Stored data entries
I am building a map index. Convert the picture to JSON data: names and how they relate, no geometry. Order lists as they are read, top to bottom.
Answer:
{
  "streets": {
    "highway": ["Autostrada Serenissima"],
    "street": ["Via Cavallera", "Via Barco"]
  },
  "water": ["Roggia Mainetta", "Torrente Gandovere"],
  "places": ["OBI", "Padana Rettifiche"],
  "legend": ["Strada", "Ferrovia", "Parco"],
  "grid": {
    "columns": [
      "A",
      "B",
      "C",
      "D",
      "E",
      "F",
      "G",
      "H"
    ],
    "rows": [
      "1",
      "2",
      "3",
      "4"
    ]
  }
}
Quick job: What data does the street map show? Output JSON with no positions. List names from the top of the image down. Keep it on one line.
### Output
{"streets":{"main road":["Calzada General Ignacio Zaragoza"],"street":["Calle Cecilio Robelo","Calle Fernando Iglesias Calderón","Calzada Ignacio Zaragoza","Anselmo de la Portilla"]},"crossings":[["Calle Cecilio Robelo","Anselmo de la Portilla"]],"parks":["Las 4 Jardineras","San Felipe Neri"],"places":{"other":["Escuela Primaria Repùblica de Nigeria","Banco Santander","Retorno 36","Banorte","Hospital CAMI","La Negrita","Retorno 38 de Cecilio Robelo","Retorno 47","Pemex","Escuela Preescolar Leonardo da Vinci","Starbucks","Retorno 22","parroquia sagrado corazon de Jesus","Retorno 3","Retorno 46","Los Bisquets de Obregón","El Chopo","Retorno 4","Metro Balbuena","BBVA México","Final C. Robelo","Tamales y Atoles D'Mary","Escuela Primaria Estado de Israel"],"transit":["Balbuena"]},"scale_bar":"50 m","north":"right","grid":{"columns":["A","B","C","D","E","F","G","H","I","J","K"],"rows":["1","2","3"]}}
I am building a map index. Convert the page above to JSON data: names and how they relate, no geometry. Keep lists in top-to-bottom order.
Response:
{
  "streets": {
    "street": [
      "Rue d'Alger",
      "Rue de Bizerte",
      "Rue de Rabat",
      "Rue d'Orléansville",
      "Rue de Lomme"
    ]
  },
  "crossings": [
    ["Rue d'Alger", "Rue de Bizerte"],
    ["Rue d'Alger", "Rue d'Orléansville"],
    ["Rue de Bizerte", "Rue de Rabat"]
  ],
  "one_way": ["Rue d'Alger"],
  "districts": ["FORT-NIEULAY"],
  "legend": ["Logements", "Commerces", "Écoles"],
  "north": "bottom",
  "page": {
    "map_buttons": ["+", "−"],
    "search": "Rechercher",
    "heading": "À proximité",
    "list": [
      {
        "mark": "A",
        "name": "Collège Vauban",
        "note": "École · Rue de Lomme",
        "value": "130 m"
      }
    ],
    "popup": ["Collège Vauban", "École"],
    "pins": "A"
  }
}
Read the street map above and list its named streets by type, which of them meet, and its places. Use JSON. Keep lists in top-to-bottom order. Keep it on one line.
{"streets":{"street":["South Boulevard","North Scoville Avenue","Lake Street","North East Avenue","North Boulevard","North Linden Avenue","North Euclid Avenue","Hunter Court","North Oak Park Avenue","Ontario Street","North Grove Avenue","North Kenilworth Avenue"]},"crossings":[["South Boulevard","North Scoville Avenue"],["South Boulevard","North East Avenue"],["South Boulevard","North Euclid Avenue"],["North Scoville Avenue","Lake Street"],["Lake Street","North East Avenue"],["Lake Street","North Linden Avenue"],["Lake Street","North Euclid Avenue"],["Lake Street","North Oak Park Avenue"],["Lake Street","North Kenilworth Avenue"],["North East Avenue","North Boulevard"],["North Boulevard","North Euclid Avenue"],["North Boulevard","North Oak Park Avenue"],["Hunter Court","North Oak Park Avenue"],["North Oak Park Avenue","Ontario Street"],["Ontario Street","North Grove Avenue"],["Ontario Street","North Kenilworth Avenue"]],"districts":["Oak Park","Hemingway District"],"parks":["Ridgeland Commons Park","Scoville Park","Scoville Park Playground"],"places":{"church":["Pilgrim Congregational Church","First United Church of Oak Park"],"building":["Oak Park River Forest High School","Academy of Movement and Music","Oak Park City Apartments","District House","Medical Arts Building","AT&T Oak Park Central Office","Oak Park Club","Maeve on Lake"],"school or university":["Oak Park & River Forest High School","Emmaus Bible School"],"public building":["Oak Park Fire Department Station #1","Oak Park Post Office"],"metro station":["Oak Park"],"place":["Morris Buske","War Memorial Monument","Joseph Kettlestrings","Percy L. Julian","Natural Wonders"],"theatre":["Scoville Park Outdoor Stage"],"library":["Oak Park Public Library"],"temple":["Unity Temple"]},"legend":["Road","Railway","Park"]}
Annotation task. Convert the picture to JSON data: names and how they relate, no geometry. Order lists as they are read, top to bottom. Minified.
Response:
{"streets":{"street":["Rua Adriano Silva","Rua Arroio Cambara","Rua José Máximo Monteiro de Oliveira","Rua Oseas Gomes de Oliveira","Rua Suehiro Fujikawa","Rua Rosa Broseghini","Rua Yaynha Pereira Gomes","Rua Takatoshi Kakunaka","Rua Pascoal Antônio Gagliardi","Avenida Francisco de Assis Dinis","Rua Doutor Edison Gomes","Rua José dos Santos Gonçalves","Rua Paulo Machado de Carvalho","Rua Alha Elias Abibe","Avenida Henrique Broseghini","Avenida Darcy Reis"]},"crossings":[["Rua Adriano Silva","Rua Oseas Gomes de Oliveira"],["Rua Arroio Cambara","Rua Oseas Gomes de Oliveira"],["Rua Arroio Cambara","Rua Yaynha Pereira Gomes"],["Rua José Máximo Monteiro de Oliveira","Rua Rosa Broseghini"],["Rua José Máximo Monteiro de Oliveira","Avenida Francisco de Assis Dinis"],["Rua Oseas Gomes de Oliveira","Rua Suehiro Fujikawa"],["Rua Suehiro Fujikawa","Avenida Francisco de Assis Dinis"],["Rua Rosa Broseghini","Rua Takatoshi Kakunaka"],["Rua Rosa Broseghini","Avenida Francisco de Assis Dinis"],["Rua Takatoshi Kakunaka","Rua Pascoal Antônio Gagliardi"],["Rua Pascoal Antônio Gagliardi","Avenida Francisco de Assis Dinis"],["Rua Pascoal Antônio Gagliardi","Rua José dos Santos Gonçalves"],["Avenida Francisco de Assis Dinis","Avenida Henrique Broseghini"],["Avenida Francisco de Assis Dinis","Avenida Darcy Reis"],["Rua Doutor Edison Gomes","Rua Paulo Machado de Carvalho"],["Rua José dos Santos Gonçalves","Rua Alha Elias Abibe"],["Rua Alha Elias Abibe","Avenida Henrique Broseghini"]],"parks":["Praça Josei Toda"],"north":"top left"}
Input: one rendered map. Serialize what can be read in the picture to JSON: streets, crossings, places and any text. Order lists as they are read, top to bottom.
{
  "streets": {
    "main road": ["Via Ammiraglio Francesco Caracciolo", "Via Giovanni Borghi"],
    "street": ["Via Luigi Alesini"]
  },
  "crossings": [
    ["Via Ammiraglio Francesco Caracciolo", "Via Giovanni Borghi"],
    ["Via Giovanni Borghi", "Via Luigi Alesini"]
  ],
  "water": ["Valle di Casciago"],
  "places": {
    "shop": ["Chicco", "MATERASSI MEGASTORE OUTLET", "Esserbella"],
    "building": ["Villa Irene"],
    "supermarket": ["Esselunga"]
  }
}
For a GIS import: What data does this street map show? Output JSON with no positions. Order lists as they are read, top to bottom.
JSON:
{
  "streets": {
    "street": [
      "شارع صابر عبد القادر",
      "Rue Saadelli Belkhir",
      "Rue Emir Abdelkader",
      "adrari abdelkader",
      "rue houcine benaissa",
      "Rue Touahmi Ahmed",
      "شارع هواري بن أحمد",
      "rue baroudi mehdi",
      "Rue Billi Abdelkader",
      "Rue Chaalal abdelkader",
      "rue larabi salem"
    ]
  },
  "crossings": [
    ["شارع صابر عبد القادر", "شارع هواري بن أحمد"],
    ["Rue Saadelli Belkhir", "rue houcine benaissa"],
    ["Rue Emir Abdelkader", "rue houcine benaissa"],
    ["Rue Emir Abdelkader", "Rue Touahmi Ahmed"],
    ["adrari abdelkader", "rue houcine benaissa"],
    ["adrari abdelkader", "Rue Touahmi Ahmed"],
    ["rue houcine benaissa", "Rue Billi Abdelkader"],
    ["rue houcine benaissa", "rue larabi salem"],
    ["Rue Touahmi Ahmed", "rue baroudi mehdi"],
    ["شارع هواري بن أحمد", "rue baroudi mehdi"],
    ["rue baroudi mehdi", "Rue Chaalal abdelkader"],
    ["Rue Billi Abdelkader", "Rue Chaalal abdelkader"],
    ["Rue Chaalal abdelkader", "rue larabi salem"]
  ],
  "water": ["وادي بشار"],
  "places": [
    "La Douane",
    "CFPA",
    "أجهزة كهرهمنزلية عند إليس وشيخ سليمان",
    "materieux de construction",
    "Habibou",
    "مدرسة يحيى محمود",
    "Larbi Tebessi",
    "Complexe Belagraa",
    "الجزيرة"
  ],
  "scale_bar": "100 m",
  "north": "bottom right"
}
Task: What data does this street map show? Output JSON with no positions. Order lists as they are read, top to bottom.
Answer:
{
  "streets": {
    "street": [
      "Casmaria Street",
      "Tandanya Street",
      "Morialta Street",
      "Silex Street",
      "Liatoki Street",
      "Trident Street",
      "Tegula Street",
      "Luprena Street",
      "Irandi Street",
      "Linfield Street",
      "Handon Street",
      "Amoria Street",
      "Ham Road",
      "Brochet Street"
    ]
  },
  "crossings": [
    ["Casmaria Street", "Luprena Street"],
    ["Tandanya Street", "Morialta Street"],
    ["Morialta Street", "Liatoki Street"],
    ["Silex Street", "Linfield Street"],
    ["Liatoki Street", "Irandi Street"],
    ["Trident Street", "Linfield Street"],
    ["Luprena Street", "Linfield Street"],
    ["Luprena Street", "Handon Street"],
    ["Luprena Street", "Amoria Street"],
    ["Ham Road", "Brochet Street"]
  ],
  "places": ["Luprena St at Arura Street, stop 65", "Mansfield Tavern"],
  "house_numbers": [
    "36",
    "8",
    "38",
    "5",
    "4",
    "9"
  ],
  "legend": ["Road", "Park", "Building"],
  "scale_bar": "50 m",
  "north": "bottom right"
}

Work instructions:
Identify every line above with the string "benaissa" in it. Copy those lines.

Answer space:
      "rue houcine benaissa",
    ["Rue Saadelli Belkhir", "rue houcine benaissa"],
    ["Rue Emir Abdelkader", "rue houcine benaissa"],
    ["adrari abdelkader", "rue houcine benaissa"],
    ["rue houcine benaissa", "Rue Billi Abdelkader"],
    ["rue houcine benaissa", "rue larabi salem"],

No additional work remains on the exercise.